BEGIN

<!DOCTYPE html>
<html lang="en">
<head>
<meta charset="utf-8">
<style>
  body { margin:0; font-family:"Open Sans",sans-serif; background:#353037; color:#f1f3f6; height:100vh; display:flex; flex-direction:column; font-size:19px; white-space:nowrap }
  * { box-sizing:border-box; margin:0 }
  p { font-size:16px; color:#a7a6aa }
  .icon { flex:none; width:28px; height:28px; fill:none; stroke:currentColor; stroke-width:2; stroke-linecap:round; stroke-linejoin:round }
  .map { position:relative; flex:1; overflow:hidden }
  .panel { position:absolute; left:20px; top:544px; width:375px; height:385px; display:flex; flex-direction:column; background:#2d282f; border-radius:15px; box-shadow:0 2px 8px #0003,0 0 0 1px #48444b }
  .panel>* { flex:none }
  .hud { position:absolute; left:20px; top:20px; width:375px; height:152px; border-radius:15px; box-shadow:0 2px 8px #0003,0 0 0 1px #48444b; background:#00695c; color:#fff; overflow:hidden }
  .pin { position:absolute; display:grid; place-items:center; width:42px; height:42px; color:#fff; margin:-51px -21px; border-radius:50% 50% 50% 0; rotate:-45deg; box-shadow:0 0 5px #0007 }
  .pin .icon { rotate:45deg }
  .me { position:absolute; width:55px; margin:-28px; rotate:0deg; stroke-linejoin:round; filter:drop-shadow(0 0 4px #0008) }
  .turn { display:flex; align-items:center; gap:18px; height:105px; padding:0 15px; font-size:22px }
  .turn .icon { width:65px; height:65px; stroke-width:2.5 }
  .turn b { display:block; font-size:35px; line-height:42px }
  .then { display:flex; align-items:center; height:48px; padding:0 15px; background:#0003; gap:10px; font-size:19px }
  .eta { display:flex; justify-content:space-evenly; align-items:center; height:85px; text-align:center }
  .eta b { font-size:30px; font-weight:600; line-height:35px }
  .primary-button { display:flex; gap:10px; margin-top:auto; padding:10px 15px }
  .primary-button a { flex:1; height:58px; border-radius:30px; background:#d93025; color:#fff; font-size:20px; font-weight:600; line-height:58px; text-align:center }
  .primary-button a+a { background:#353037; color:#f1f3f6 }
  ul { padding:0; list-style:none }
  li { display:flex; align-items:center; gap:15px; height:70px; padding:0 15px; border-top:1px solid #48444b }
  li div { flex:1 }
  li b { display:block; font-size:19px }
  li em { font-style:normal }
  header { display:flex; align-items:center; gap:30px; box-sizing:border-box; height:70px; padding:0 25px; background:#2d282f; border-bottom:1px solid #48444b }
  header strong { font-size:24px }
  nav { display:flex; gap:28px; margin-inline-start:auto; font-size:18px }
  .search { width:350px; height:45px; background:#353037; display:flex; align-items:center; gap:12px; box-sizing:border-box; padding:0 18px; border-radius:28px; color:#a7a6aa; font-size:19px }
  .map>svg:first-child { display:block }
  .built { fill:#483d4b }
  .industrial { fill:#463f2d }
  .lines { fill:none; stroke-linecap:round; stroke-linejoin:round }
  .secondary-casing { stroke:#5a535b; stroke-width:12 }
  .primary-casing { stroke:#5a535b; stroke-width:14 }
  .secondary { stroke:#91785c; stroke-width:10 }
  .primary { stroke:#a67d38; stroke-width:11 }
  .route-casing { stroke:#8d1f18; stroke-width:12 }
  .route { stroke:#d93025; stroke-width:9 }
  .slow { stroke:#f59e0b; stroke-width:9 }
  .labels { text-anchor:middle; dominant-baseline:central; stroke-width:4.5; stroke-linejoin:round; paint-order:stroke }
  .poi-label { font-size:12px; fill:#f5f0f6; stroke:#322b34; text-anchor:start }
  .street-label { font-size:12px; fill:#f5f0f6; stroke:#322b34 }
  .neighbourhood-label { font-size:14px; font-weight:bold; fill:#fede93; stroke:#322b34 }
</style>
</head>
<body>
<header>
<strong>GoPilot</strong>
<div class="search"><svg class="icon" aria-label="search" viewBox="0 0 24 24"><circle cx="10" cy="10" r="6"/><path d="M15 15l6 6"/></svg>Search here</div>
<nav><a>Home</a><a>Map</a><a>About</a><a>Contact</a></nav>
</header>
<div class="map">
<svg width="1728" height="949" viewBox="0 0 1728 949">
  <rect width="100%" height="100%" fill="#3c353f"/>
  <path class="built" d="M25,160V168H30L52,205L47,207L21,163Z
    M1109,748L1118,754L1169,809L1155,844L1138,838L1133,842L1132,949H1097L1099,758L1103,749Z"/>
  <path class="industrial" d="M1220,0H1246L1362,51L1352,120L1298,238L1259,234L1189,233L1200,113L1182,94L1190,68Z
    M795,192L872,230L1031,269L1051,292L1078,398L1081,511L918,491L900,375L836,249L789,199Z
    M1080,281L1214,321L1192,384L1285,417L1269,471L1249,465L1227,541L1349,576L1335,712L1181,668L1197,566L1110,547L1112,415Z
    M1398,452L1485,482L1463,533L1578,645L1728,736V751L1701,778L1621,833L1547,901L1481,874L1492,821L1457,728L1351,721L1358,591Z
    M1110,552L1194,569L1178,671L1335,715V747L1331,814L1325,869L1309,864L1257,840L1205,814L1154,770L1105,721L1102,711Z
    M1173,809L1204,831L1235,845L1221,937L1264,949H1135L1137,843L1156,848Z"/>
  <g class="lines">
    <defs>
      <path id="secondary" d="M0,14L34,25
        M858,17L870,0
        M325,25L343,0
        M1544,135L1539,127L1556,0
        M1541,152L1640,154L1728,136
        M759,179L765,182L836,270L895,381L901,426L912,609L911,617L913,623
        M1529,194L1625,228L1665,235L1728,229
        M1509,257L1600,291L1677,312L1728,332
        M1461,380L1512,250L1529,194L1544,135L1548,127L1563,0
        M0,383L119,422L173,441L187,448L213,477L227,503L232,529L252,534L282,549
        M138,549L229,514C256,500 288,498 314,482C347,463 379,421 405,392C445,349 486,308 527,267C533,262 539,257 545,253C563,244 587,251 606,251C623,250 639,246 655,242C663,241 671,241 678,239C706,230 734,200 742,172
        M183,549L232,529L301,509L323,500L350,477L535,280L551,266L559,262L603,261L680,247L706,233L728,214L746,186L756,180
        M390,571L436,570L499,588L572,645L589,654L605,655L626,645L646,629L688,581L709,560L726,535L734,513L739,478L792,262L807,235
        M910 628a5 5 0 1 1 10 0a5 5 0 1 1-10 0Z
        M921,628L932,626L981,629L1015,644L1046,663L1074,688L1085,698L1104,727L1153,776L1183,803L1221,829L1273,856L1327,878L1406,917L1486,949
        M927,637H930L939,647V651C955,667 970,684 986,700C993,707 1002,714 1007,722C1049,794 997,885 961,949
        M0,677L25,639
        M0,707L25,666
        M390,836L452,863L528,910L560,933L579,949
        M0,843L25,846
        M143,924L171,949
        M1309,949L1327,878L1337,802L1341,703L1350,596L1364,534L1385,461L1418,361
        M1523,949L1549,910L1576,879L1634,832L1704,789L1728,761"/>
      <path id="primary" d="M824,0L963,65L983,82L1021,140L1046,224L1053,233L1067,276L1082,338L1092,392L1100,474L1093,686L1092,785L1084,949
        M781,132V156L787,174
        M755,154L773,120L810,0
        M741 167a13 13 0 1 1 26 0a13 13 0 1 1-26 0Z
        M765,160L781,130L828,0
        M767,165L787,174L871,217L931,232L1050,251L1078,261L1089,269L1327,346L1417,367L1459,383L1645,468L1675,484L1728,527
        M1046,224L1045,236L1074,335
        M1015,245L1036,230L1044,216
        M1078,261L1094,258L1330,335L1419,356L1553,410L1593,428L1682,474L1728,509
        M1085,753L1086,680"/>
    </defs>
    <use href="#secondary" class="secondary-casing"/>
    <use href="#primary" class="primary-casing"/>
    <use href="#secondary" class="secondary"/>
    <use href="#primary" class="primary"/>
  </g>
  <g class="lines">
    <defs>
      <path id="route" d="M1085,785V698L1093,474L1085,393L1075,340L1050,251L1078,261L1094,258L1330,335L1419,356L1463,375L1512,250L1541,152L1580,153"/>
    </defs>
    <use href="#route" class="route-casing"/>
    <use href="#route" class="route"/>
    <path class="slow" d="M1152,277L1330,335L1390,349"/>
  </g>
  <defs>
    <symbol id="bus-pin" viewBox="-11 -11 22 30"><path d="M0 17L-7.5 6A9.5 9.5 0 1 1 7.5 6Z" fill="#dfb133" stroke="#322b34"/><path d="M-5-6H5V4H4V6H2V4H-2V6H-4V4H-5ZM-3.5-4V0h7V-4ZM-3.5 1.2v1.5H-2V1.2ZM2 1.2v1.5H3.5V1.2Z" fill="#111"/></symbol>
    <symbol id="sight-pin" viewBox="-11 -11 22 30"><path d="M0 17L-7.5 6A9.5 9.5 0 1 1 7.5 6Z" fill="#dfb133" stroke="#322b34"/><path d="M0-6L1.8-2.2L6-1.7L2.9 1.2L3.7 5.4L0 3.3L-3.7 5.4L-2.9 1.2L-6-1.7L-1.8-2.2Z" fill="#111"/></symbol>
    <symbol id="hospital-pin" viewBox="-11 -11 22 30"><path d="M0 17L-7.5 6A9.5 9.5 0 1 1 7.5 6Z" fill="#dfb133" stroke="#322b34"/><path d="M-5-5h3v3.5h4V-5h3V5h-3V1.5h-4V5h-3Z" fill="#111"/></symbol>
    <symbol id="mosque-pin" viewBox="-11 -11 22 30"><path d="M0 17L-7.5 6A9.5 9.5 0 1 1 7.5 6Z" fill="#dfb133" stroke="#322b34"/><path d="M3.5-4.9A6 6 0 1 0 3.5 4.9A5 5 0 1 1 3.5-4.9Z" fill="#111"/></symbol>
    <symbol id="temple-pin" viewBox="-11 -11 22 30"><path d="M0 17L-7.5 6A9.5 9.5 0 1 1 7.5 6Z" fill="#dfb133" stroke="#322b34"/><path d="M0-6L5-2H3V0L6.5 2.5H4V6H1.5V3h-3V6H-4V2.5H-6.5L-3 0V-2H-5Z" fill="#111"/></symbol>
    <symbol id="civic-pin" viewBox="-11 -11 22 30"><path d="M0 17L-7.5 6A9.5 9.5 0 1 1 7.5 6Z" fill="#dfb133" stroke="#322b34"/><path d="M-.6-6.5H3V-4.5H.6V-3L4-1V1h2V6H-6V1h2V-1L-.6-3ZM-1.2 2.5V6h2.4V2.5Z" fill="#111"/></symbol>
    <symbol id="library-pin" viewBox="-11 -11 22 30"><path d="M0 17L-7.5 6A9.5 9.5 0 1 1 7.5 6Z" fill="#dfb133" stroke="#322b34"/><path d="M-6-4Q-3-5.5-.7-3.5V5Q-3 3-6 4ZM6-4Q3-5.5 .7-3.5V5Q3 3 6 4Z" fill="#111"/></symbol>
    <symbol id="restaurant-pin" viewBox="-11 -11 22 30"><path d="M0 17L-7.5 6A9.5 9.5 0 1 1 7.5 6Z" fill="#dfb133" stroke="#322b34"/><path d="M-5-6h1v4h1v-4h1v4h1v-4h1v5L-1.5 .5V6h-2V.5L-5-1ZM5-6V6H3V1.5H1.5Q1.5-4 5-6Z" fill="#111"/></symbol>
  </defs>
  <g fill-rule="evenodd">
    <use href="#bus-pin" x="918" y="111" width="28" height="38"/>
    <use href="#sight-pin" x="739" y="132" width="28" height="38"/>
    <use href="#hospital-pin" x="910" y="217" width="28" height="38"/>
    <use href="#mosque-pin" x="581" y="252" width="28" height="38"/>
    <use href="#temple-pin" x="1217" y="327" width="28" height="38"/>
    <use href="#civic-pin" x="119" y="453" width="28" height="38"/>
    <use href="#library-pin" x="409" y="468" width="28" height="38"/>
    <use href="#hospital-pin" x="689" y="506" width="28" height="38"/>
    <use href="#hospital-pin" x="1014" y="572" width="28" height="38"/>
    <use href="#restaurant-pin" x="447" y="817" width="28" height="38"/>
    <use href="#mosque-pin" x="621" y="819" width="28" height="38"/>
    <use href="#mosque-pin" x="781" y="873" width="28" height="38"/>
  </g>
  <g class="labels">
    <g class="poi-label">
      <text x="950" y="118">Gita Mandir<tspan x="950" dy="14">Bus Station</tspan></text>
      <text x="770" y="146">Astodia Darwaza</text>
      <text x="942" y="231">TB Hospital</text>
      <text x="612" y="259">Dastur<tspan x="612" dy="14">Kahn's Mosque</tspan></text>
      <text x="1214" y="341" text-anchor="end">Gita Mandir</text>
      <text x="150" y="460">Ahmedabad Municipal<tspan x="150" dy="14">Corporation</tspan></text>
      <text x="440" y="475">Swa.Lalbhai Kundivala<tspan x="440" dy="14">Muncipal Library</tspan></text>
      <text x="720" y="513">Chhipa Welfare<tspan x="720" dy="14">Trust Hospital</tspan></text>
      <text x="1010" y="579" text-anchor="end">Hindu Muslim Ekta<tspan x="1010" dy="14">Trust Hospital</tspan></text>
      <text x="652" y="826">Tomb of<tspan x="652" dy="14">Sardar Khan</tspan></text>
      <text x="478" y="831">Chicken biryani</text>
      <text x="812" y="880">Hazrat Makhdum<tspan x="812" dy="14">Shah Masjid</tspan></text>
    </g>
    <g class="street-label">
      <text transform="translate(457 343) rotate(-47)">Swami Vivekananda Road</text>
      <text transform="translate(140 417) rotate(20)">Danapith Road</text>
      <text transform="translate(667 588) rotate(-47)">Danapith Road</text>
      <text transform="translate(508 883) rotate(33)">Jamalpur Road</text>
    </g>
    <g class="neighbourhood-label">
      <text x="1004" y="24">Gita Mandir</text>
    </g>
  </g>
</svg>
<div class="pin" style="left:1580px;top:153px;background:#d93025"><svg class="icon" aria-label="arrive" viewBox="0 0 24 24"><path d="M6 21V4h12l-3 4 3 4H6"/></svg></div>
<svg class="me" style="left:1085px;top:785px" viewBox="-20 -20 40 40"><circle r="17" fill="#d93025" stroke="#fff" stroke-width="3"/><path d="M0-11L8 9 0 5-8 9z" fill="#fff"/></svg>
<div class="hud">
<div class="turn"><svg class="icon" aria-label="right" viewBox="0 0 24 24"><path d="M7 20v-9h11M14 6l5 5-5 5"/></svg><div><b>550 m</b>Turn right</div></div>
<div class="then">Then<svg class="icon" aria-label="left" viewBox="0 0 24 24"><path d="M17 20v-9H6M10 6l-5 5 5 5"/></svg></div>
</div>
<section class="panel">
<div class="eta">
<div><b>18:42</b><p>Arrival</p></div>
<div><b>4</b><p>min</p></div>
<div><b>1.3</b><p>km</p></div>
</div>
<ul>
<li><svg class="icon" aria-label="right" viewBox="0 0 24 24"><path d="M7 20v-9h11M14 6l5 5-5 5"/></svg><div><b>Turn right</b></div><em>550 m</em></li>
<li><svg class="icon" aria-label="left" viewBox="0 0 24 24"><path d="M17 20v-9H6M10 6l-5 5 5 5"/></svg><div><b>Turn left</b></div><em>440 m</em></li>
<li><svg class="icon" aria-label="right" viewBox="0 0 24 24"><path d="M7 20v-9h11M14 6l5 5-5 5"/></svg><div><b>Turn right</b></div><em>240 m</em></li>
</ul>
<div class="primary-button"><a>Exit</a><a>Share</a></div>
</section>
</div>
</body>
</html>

END

### WHAT YOU NEED TO DO:
Search the material above for "casing". Pull out each line where it shows up.

### ANSWER FOR THIS EXERCISE:
  .secondary-casing { stroke:#5a535b; stroke-width:12 }
  .primary-casing { stroke:#5a535b; stroke-width:14 }
  .route-casing { stroke:#8d1f18; stroke-width:12 }
    <use href="#secondary" class="secondary-casing"/>
    <use href="#primary" class="primary-casing"/>
    <use href="#route" class="route-casing"/>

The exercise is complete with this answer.